In einem langen Interview, die französische Version des Magazins “Philosophye Magazine” (und auch in deutsche Ausgaben des Magazins übersetzt) Der türkische Schriftsteller und Schriftsteller Orhan Pamuk spricht unter anderem von der ernsten Situation, die in seinem Land herrscht.

Boris Razon von Philomag: Vor zehn Jahren wurden Sie mit dem Tod bedroht und strafrechtlich verfolgt, weil Sie 1915 gegen die Armenier sprechen. Das Problem bleibt heute in der Türkei tabuistisch. Wie geht es heute?

Orhan Pamuk: Ich freue mich über die wirtschaftliche Entwicklung, die die Türkei seit 15 Jahren gemacht hat, aber ohne Meinungsfreiheit, die Zukunft. So können Sie über das, was im Jahr 1915 passiert ist, mit der Gedankenfreiheit sprechen.

Inzwischen sind wir mit der Depression und dem Verlust der Freiheit beschäftigt. Wir erleben schreckliche Dinge. Nach dem letzten Stempel wurden über 130 Tausend Menschen von ihren Beiträgen entlassen. Einige von ihnen werden nie wieder einen Job bekommen. Es gibt zu viele Selbstmorde. Und es ist kaum über diese Epidemie in den Medien berichtet. Über 50.000 Menschen wurden verhaftet. Die meisten von ihnen wurden nicht einmal zum Versuch gebracht. Das ist wie Kafka Romane.

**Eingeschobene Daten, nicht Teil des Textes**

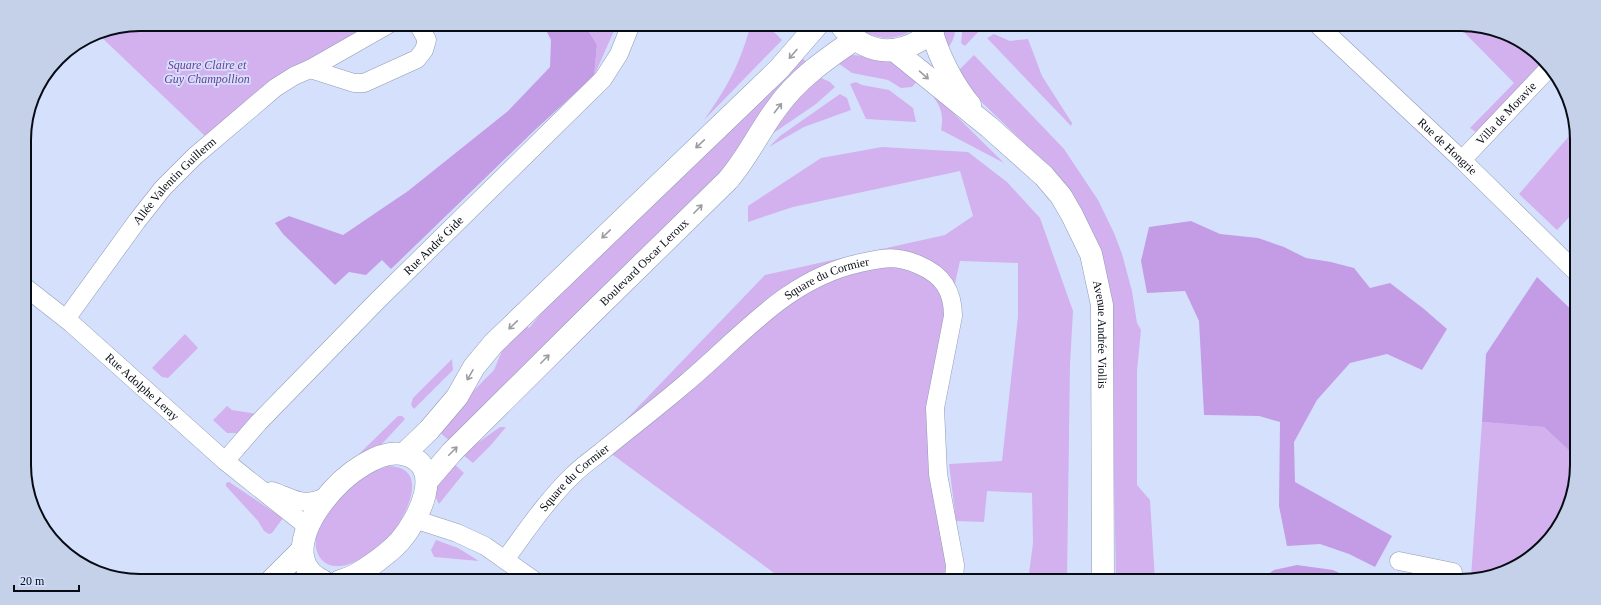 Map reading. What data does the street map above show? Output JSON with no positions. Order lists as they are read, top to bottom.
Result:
{
  "streets": {
    "main road": ["Boulevard Oscar Leroux", "Avenue Andrée Viollis"],
    "street": [
      "Villa de Moravie",
      "Rue de Hongrie",
      "Allée Valentin Guillerm",
      "Rue André Gide",
      "Square du Cormier",
      "Rue Adolphe Leray"
    ]
  },
  "crossings": [
    ["Villa de Moravie", "Rue de Hongrie"],
    ["Allée Valentin Guillerm", "Rue Adolphe Leray"],
    ["Rue André Gide", "Rue Adolphe Leray"]
  ],
  "parks": ["Square Claire et Guy Champollion"],
  "scale_bar": "20 m"
} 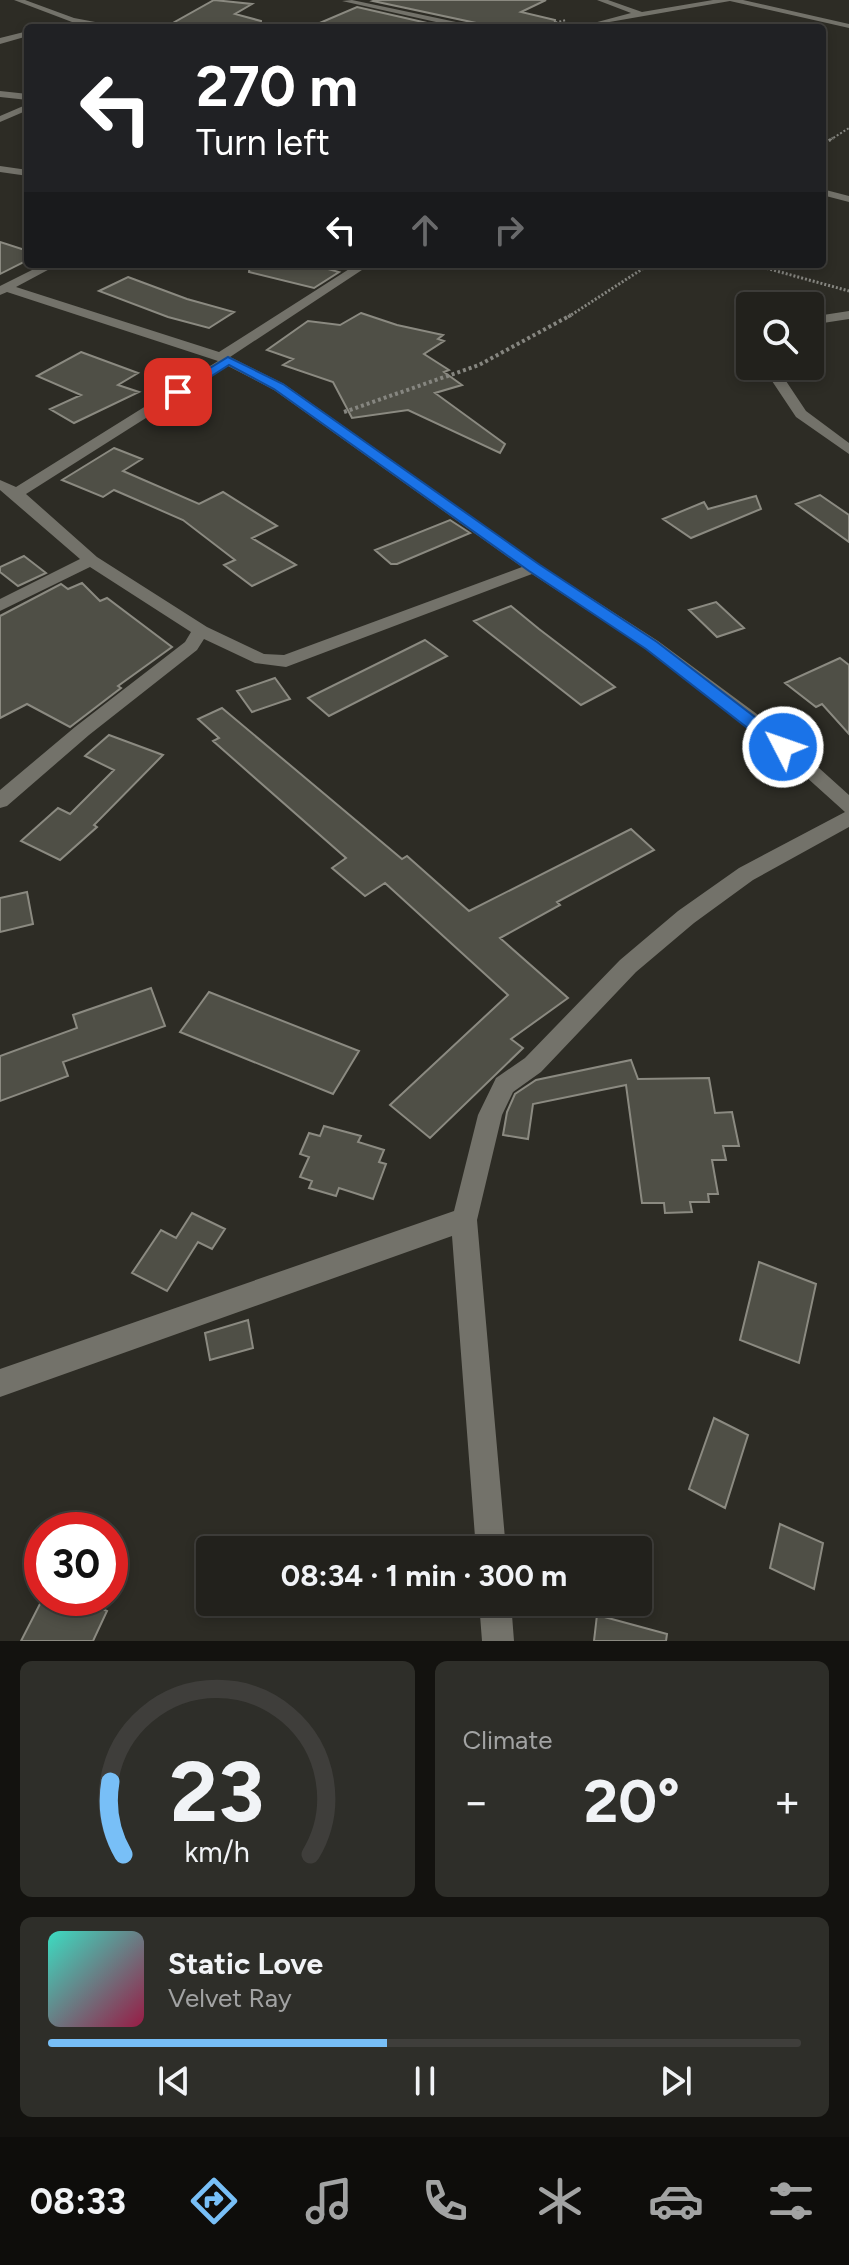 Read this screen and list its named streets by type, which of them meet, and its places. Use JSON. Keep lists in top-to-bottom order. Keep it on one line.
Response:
{"page":{"turn":["270 m","Turn left"],"limit":"30","trip":"08:34 · 1 min · 300 m","tile":"Climate","heat":["−","20°","+"],"song":["Static Love","Velvet Ray"],"tabs":"08:33","gauge":["23","km/h"]}} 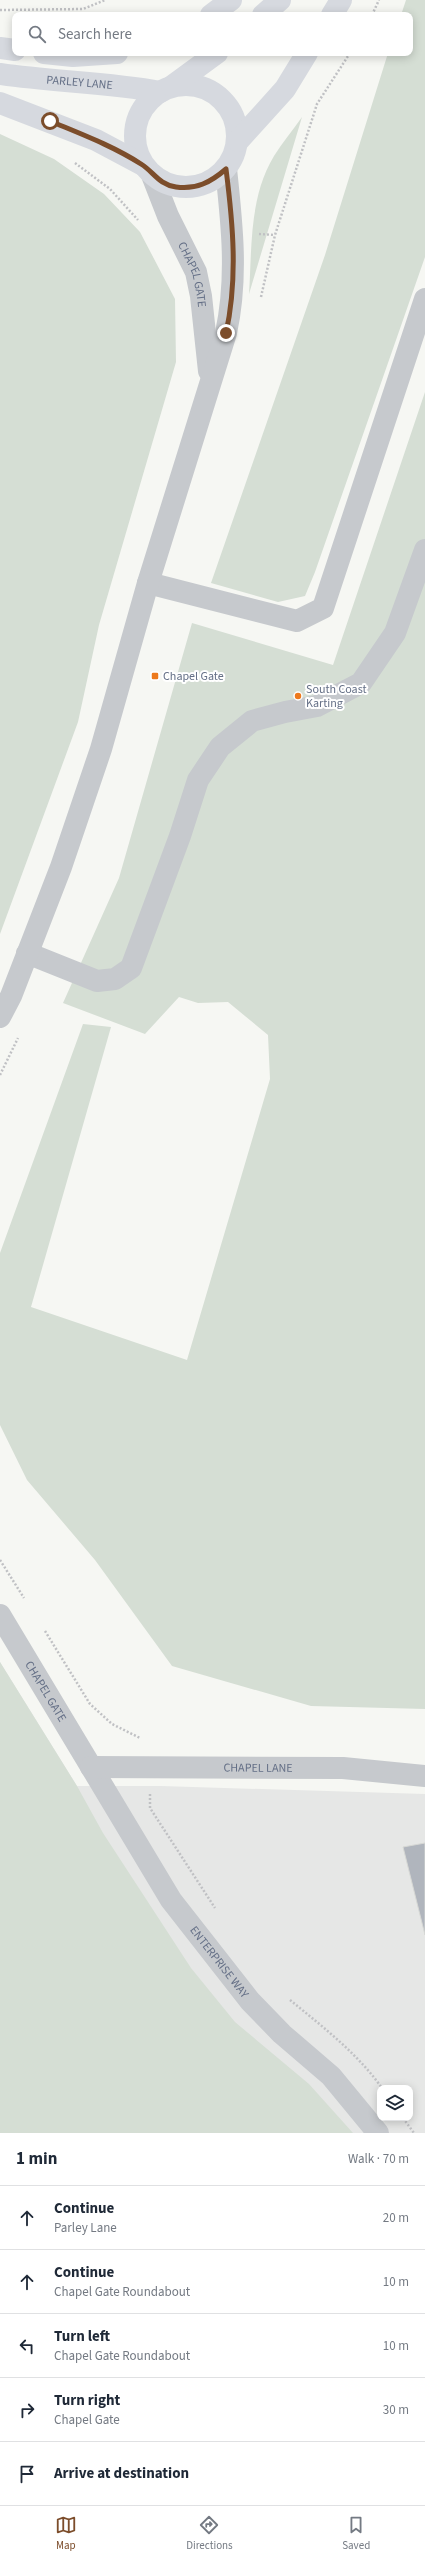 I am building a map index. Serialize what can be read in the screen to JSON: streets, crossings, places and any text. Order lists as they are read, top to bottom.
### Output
{
  "streets": {
    "main road": ["PARLEY LANE"],
    "street": ["CHAPEL GATE", "CHAPEL LANE", "ENTERPRISE WAY"]
  },
  "crossings": [
    ["PARLEY LANE", "CHAPEL GATE"],
    ["CHAPEL GATE", "CHAPEL LANE"],
    ["CHAPEL GATE", "ENTERPRISE WAY"],
    ["CHAPEL LANE", "ENTERPRISE WAY"]
  ],
  "places": {
    "transit": ["Chapel Gate"],
    "other": ["South Coast Karting"]
  },
  "page": {
    "search": "Search here",
    "heading": ["1 min", "Walk · 70 m"],
    "list": [
      ["Continue", "Parley Lane", "20 m"],
      ["Continue", "Chapel Gate Roundabout", "10 m"],
      ["Turn left", "Chapel Gate Roundabout", "10 m"],
      ["Turn right", "Chapel Gate", "30 m"],
      "Arrive at destination"
    ],
    "nav": ["Map", "Directions", "Saved"]
  }
}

Etwa 170 Journalisten sind im Gefängnis wegen Verbrechen, Terroristen zu sein. Dies ist die Situation, wie in den letzten drei Jahren entwickelt. Ich bin besorgt und wütend. Leider geht der autoritäreismus viel einfacher durch, als ich glaubte.

Boris Razon: Sind Sie überrascht?

Orhan Pamuk: Ja und nein. 49% dagegen gegen die Behörden. Was auch immer sie aufzwingen wollen, sie werden Opposition gegenüberstehen, wir müssen das vergessen.